I don't get how you go from being someone's best friend for a year and a half and going from spending the majority of your time with or talking to that person to we're done. I mean, I get what happened - but I didn't think that would be the end result. It was never any question that I was in love with him so of course telling me that he likes some girl who is moving across the country to be with him isn't going to get an overjoyed reaction. I explained he had just broken my heart and that while it's great news for him, it is not quite the same good news for me and that I needed some space. I thought that was the mature thing to do - ask for space instead of lashing out. Apparently, I was wrong. Generally when I think I'm doing the right thing it turns out I'm wrong. I am not sure, aside from being overjoyed which I was not capable of, what the right thing to do was. I guess I took too much space though because when I was ready to calmly address it, he was gone and done with me.
No apologies seem capable of bringing my best friend back to me. Nothing I do seems to fix anything. He has his new girlfriend and no longer sees a need for me. Funny how when he was by himself down there and so lonely that he had room in his life for me. Funny how he had asked me to move down there and I wasn't able to. Now he's not lonely and so why would he talk to me? Except it's really not that funny. I'm still stuck here. Adjusting to him moving away was hard enough. Now I have to adjust to him shunning me. It's a hard thing to adjust to. BTW, if you bring this up to my face or on the phone, I will probably walk away or lash out at you so I wouldn't suggest it.
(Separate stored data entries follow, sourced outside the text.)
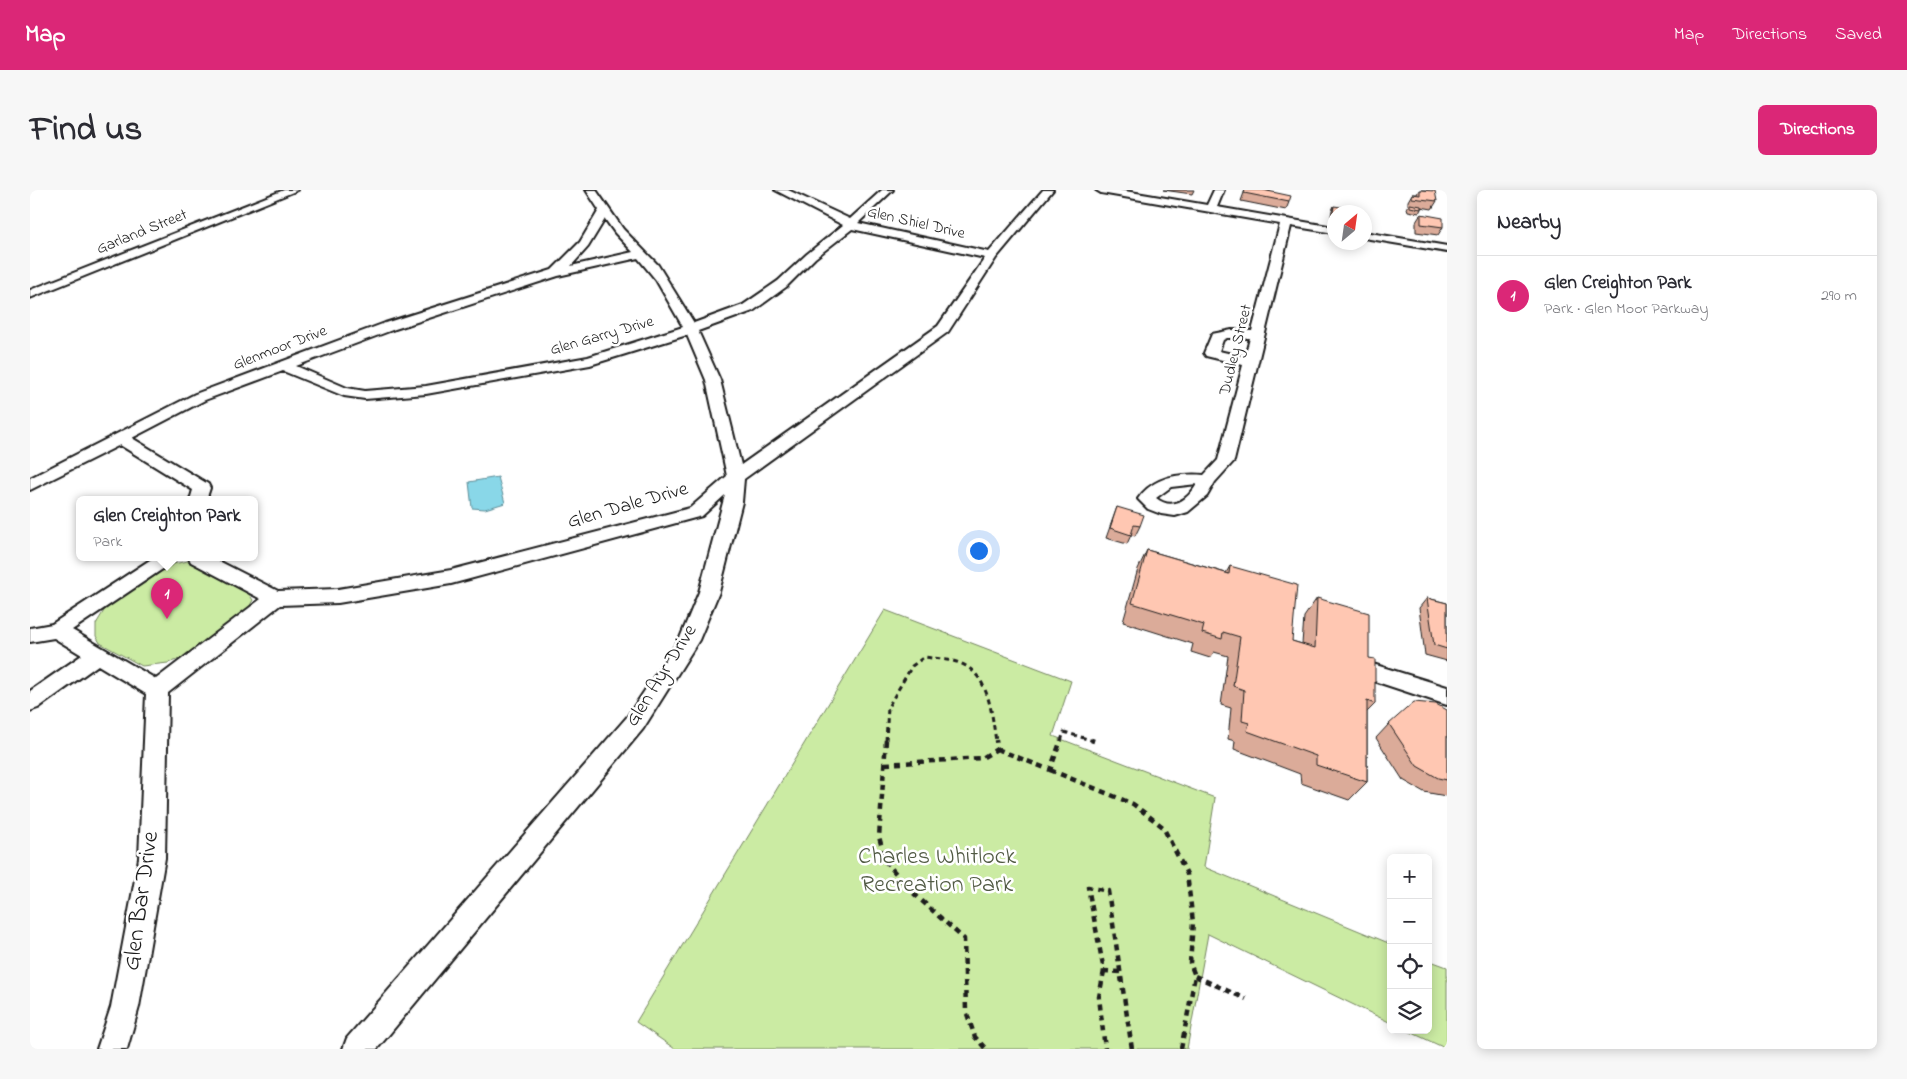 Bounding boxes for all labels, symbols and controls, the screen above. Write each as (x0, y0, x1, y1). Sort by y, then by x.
text: Map (25, 18, 66, 53)
text: Map (1674, 22, 1704, 48)
text: Directions (1732, 22, 1807, 48)
text: Saved (1835, 22, 1882, 48)
text: Find us (30, 105, 142, 156)
button: Directions (1758, 105, 1877, 155)
street label: Glen Shiel Drive (865, 200, 968, 246)
street label: Garland Street (93, 203, 192, 261)
north arrow (1327, 205, 1372, 250)
text: Nearby (1497, 208, 1561, 238)
text: Glen Creighton Park (1544, 270, 1692, 297)
text: 1 (1510, 284, 1516, 308)
text: 290 m (1821, 284, 1857, 308)
text: Park · Glen Moor Parkway (1544, 297, 1708, 321)
street label: Dudley Street (1213, 301, 1259, 399)
street label: Glen Garry Drive (547, 310, 657, 362)
street label: Glenmoor Drive (229, 319, 331, 377)
street label: Glen Dale Drive (564, 475, 692, 537)
popup (76, 496, 258, 561)
text: Glen Creighton Park (93, 503, 241, 530)
text: Park (93, 530, 122, 554)
your location (966, 538, 992, 564)
pin: 1 (151, 578, 183, 619)
street label: Glen Ayr Drive (619, 619, 705, 733)
street label: Glen Bar Drive (115, 829, 169, 973)
park label: Charles Whitlock Recreation Park (858, 840, 1017, 903)
map controls (1387, 854, 1432, 1034)
button: + (1387, 854, 1432, 899)
button: − (1387, 899, 1432, 944)
button: locate (1387, 944, 1432, 989)
button: layers (1387, 989, 1432, 1034) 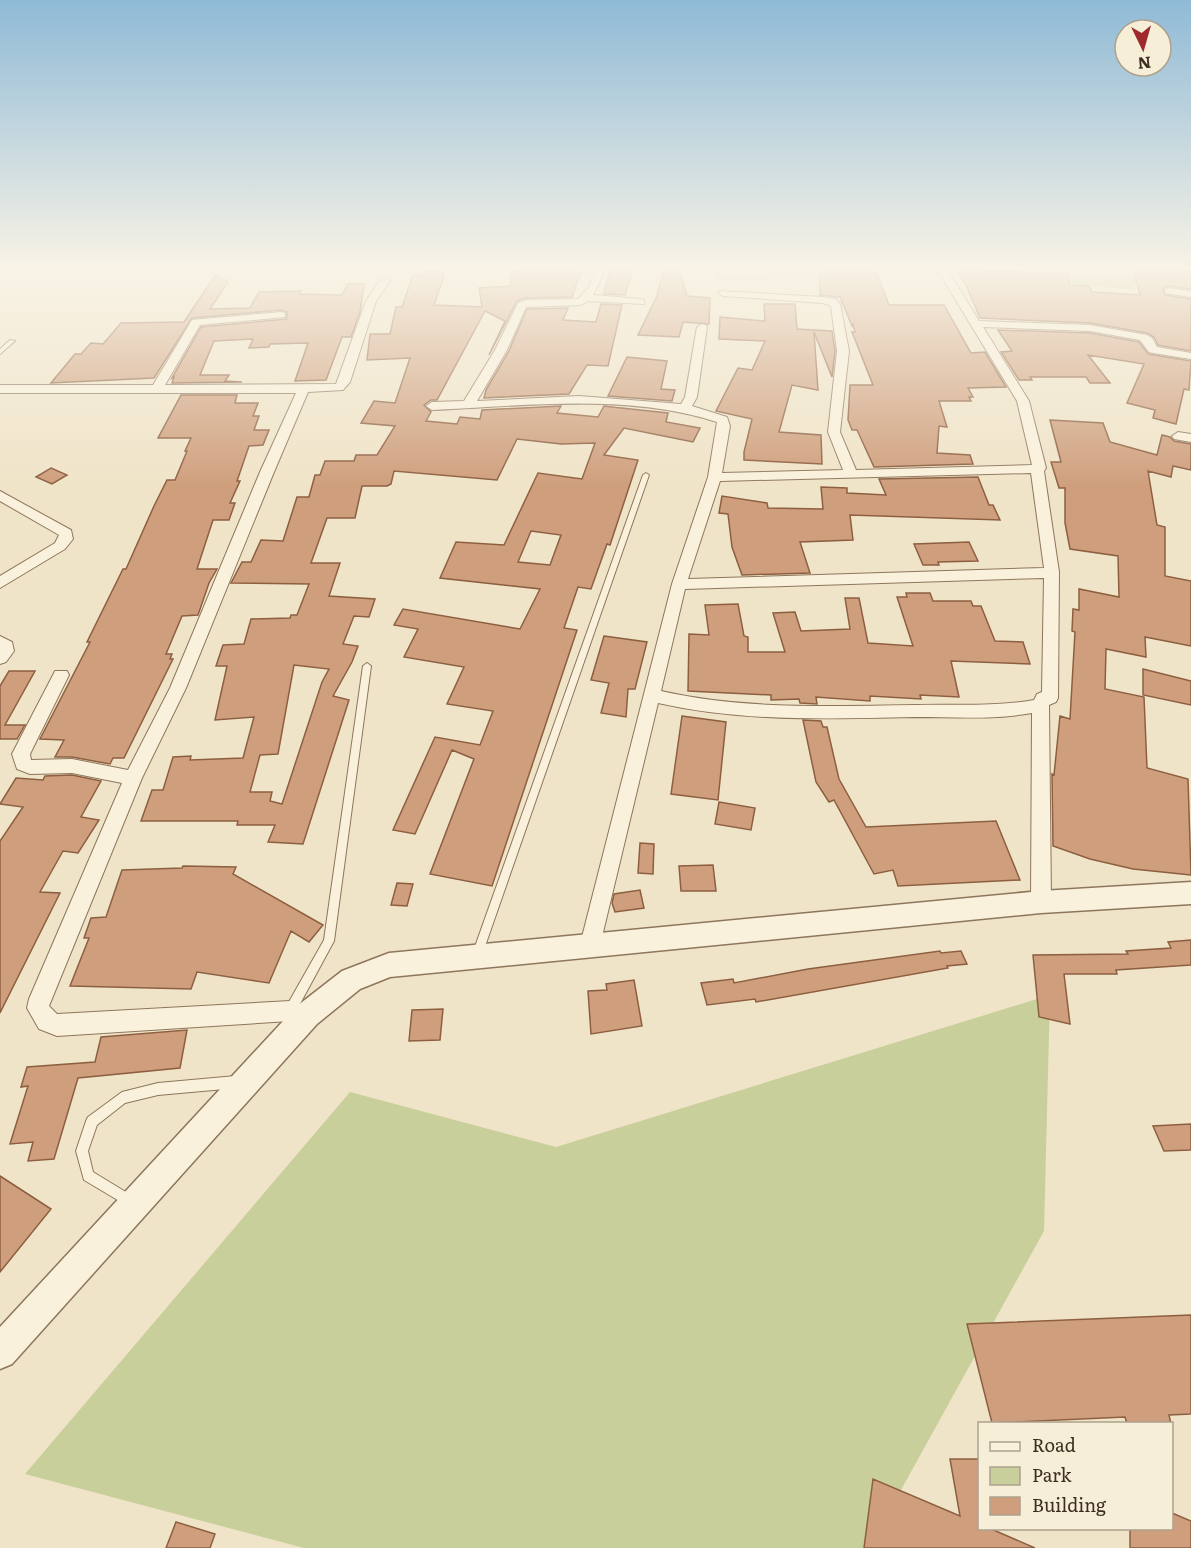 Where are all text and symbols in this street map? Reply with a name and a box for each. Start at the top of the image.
north arrow [1113,18,1173,78]
text: N [1137,51,1152,76]
legend [978,1422,1173,1530]
text: Road [1032,1431,1076,1458]
text: Park [1032,1461,1073,1488]
text: Building [1032,1491,1107,1518] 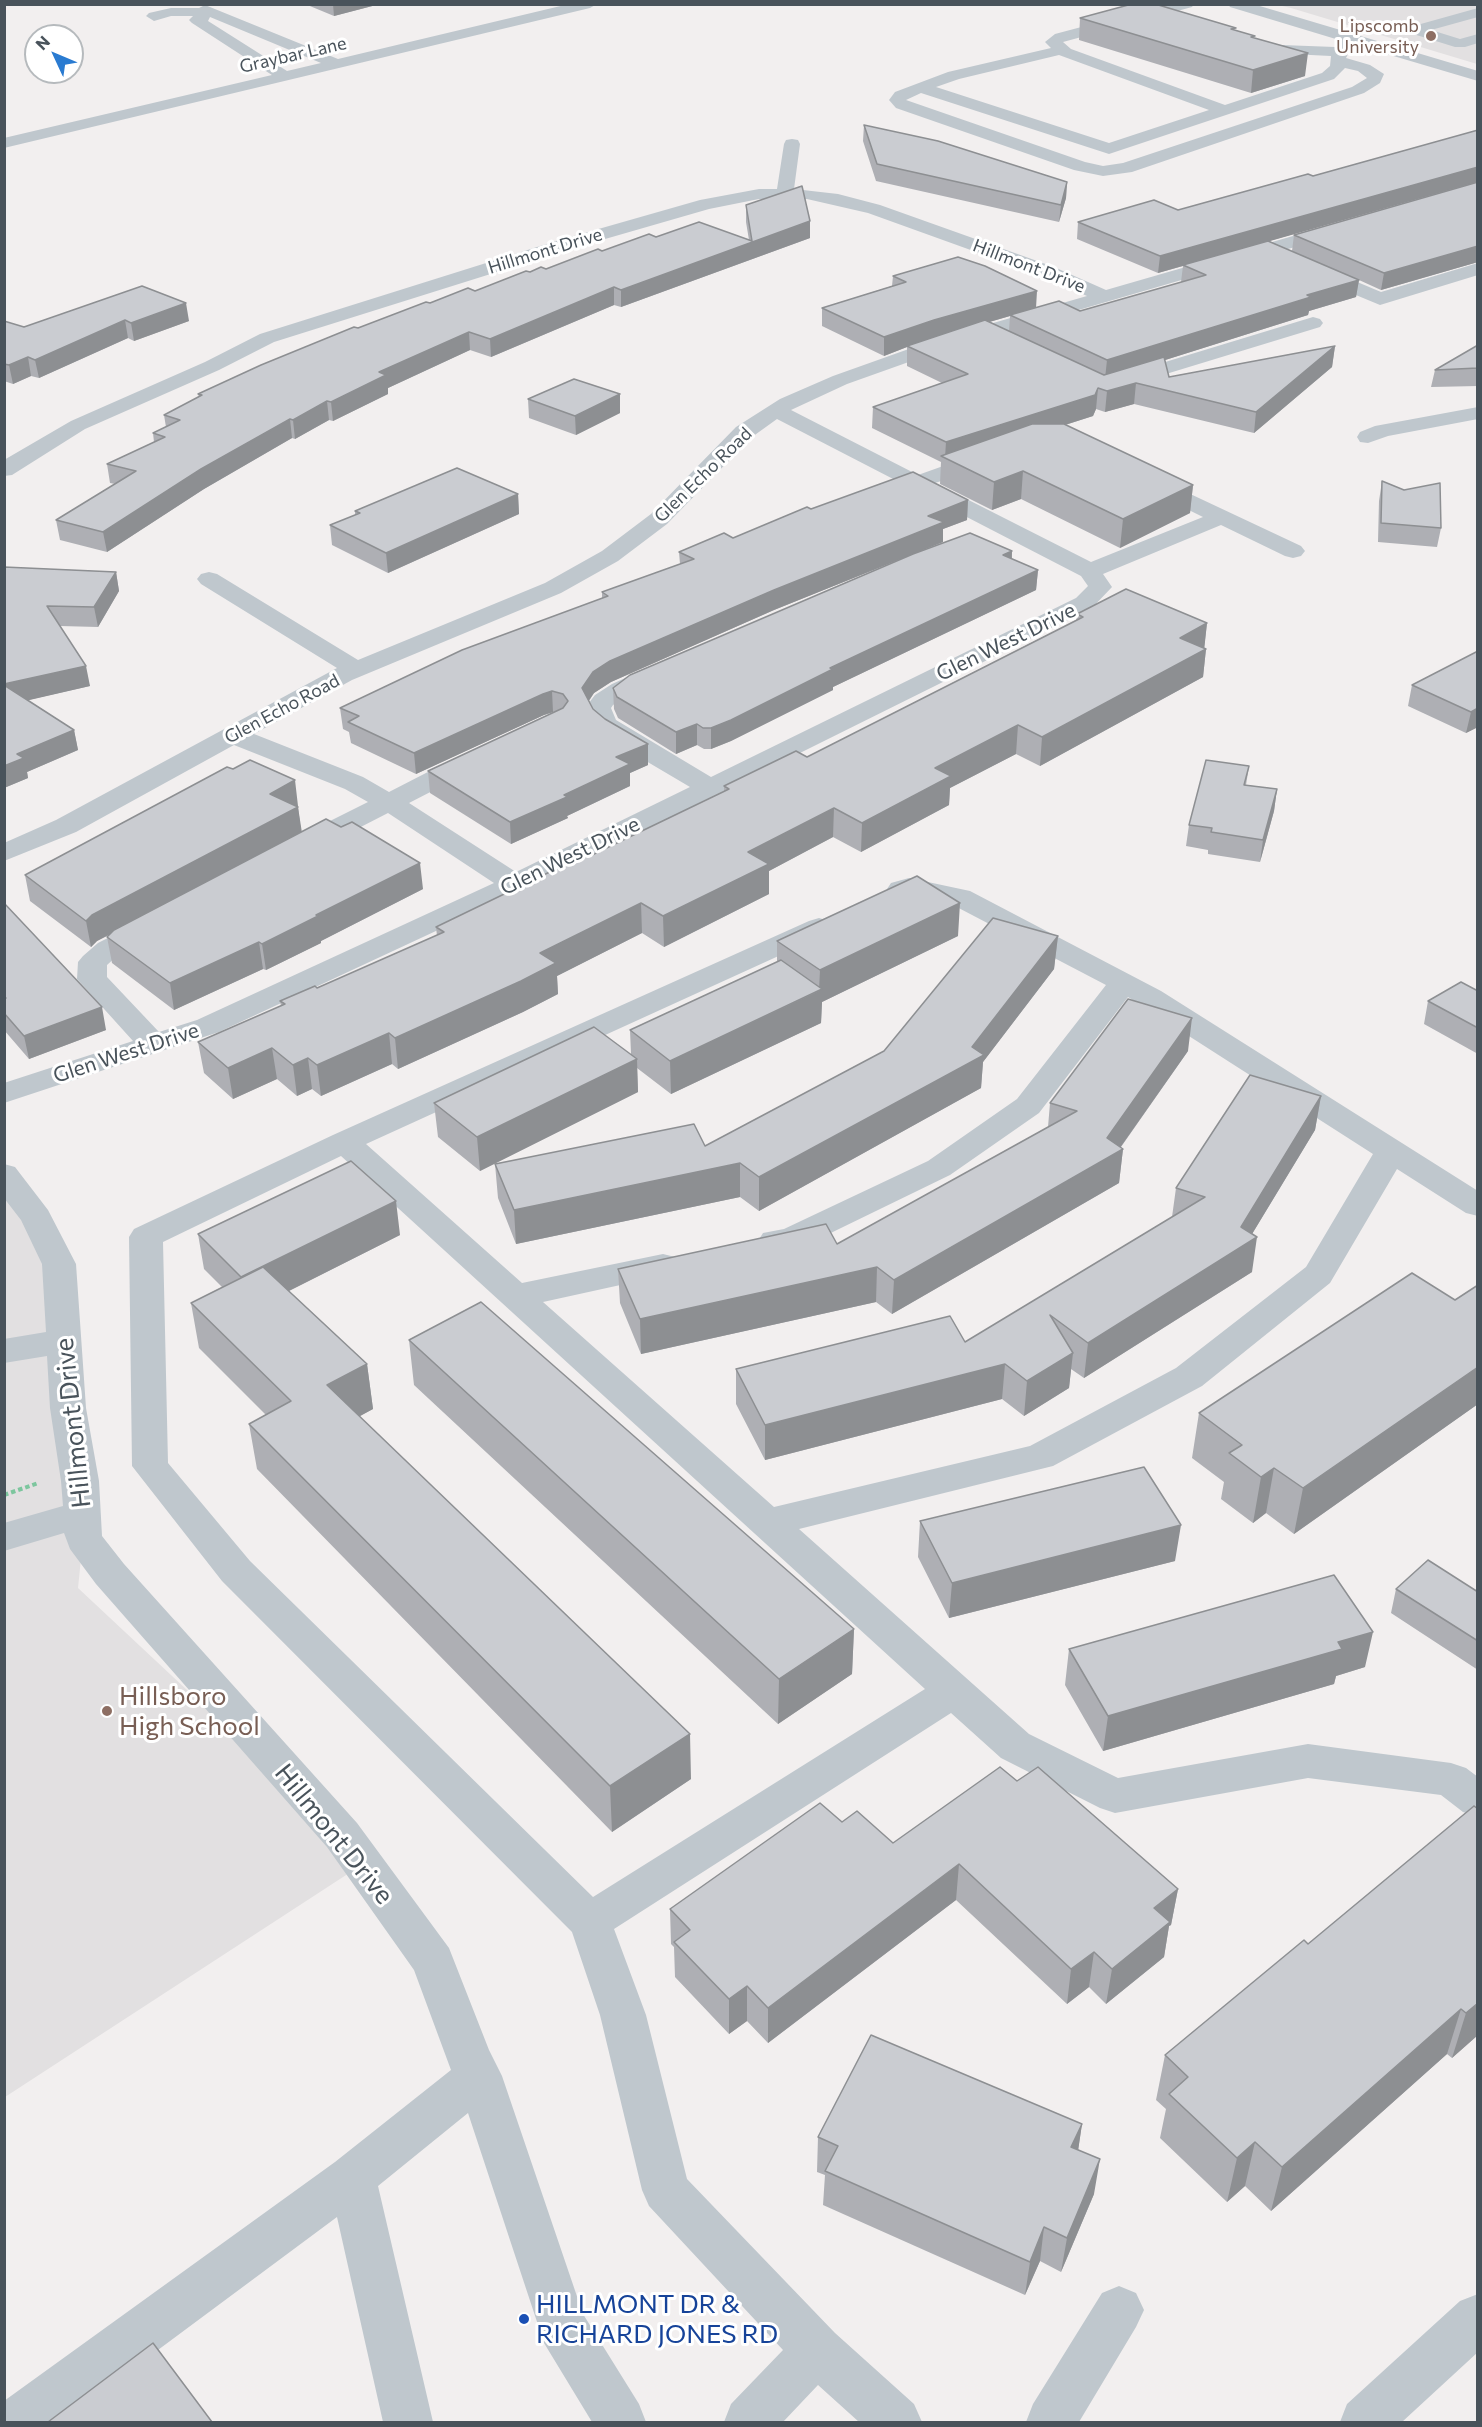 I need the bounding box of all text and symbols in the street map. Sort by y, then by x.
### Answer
place label: Lipscomb University [1336,15,1419,57]
north arrow [24,24,84,84]
marker: Lipscomb University [1424,29,1438,43]
text: N [31,32,53,53]
street label: Graybar Lane [237,32,349,78]
street label: Hillmont Drive [485,223,605,279]
street label: Hillmont Drive [970,235,1088,297]
street label: Glen Echo Road [650,423,756,527]
street label: Glen West Drive [932,597,1080,687]
street label: Glen Echo Road [221,670,343,748]
street label: Glen West Drive [496,811,644,901]
street label: Glen West Drive [50,1018,202,1088]
street label: Hillmont Drive [49,1336,97,1510]
place label: Hillsboro High School [119,1680,260,1742]
marker: Hillsboro High School [100,1704,114,1718]
street label: Hillmont Drive [268,1758,400,1910]
place label: HILLMONT DR & RICHARD JONES RD [536,2288,778,2350]
marker: HILLMONT DR & RICHARD JONES RD [517,2312,531,2326]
In other news, I'm headed on a date tonight with a guy who is already overly clingy. He's got our next 30 years planned out and has assured me he won't have a run in with the garbage disposal since I said I don't really like missing fingers. What happened to taking things slow? I explained I don't like talking on the phone (partially true, there are a few exceptions) so his solution is that we'll just have to hang out that much more. *sigh* I think tonight will only encourage him.